Francisco was at pains to define appropriations as telling the government what to spend, and that this differs from that because the CFPB could spend whatever it wants up to a cap. But the justices struggled to find any textual basis for that. “Standing appropriations aren’t unconstitutional,” Barrett said, referring to an appropriation that continues for an indefinite period. “How long before a standing appropriation becomes a problem?”
Justice Sotomayor was more direct. “I’m trying to understand your argument and I’m at a total loss.”
Francisco claimed it was the combination of the lack of a set number that “allows Congress to transfer appropriations power to the executive branch for a period of time.” He responded to the idea that the Fed, the FDIC, the OCC, and others would fail his test by saying they are “limited to what they can collect from those they serve and regulate.” (Ultimately, the CFPB’s appropriations come from the Fed, whose funding comes from member banks, which are those they serve and regulate.)

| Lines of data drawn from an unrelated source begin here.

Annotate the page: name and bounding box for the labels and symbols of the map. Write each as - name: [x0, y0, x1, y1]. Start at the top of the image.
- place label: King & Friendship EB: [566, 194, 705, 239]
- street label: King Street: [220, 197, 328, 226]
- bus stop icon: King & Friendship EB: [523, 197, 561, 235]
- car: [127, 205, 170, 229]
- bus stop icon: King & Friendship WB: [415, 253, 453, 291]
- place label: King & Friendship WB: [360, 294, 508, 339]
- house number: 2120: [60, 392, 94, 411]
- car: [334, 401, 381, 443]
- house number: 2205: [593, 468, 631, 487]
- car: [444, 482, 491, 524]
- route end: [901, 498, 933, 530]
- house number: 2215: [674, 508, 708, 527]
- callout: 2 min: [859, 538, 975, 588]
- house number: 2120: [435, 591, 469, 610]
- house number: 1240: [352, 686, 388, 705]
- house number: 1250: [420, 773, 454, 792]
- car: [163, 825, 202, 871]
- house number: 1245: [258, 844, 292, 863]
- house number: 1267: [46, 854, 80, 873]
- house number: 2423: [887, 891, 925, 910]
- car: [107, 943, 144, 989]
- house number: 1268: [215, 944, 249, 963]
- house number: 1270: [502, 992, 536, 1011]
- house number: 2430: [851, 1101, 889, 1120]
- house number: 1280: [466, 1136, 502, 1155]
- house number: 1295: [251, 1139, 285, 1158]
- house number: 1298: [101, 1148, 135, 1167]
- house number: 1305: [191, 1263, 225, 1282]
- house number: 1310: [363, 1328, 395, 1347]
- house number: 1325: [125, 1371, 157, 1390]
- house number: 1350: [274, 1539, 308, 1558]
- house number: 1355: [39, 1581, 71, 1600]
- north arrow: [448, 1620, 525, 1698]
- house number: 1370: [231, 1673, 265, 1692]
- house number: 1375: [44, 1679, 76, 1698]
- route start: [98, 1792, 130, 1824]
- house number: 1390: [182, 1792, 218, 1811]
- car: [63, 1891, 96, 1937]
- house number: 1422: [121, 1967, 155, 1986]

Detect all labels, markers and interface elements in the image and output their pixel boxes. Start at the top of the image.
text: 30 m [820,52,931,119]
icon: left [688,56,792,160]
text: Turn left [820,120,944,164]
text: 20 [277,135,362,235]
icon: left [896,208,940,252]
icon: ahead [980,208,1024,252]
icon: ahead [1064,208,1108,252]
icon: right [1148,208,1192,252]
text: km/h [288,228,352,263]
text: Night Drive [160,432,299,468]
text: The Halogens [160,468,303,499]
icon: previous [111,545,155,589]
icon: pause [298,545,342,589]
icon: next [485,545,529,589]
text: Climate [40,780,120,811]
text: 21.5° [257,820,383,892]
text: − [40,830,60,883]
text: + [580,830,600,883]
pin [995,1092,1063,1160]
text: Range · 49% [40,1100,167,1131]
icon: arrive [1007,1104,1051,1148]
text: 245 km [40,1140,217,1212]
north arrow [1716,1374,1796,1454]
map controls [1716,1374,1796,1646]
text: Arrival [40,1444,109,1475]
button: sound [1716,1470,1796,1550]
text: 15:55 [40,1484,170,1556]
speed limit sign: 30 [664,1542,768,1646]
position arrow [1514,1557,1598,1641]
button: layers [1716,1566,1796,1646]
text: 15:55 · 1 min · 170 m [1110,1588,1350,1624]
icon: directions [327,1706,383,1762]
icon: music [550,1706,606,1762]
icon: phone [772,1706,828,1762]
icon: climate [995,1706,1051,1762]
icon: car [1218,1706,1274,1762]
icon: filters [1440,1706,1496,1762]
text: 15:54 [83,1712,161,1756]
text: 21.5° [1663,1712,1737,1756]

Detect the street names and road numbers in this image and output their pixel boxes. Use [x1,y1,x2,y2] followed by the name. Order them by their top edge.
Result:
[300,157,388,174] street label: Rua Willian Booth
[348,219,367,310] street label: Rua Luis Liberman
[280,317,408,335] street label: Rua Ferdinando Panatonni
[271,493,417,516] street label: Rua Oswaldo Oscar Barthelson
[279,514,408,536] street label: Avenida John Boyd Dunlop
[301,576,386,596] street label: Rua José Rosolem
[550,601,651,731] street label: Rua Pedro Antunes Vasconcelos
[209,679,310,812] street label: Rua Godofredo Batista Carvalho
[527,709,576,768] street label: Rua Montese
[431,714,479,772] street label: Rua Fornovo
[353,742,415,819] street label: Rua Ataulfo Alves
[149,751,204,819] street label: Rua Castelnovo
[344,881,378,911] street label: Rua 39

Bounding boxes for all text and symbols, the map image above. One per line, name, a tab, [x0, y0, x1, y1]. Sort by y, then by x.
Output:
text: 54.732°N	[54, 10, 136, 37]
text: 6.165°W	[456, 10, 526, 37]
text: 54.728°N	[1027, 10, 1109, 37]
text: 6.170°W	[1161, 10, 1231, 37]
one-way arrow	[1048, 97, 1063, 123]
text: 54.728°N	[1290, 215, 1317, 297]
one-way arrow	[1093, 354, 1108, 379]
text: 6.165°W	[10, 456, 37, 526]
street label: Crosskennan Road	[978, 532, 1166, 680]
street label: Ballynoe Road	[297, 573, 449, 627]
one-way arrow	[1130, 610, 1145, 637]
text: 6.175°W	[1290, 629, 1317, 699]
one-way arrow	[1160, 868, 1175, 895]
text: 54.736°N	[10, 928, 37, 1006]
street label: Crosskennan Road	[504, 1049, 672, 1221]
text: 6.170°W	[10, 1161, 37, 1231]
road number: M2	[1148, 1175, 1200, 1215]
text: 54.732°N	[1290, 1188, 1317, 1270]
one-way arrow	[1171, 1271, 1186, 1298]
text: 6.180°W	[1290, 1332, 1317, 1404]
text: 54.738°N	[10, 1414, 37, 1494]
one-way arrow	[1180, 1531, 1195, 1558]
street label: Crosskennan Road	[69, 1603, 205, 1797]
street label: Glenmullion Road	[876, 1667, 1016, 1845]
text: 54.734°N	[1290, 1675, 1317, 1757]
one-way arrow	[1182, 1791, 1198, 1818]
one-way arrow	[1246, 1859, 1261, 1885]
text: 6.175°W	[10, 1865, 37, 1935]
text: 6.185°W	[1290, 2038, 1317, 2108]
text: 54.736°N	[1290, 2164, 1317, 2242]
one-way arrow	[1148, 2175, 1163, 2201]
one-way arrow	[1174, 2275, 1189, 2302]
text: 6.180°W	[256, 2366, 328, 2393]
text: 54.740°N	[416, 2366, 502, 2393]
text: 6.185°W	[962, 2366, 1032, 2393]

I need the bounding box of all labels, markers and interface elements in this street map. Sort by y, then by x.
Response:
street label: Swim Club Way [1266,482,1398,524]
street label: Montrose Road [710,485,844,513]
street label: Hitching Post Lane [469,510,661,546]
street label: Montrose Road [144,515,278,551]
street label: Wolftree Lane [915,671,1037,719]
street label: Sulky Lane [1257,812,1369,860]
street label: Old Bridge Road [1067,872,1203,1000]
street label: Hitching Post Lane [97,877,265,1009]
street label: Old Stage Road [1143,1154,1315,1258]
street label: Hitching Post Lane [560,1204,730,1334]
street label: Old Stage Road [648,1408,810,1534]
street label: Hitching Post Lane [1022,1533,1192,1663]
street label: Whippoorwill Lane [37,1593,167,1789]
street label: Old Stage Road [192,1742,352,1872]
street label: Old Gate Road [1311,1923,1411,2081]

But as Jackson came back to, Congress still holds the power of the purse. “Congress could, as Justice Kavanaugh keeps saying, take it back,” she said. And she added that the separation-of-powers issue at play would be coming from the Court. “How do we avoid the judiciary becoming a super-legislator, telling the Congress, agency by agency, whether thumbs up or thumbs down?”
It’s hard to see five votes for doing away with the CFPB’s funding structure given those oral arguments. But anything is possible. And an adverse ruling would call into question the functioning of consumer financial markets that are worth trillions of dollars. Even the future of Medicare and Social Security, which aren’t funded with specific appropriations, would be murky. The destruction of the administrative state would continue apace. But that just doesn’t seem very likely from what went on at the Court today.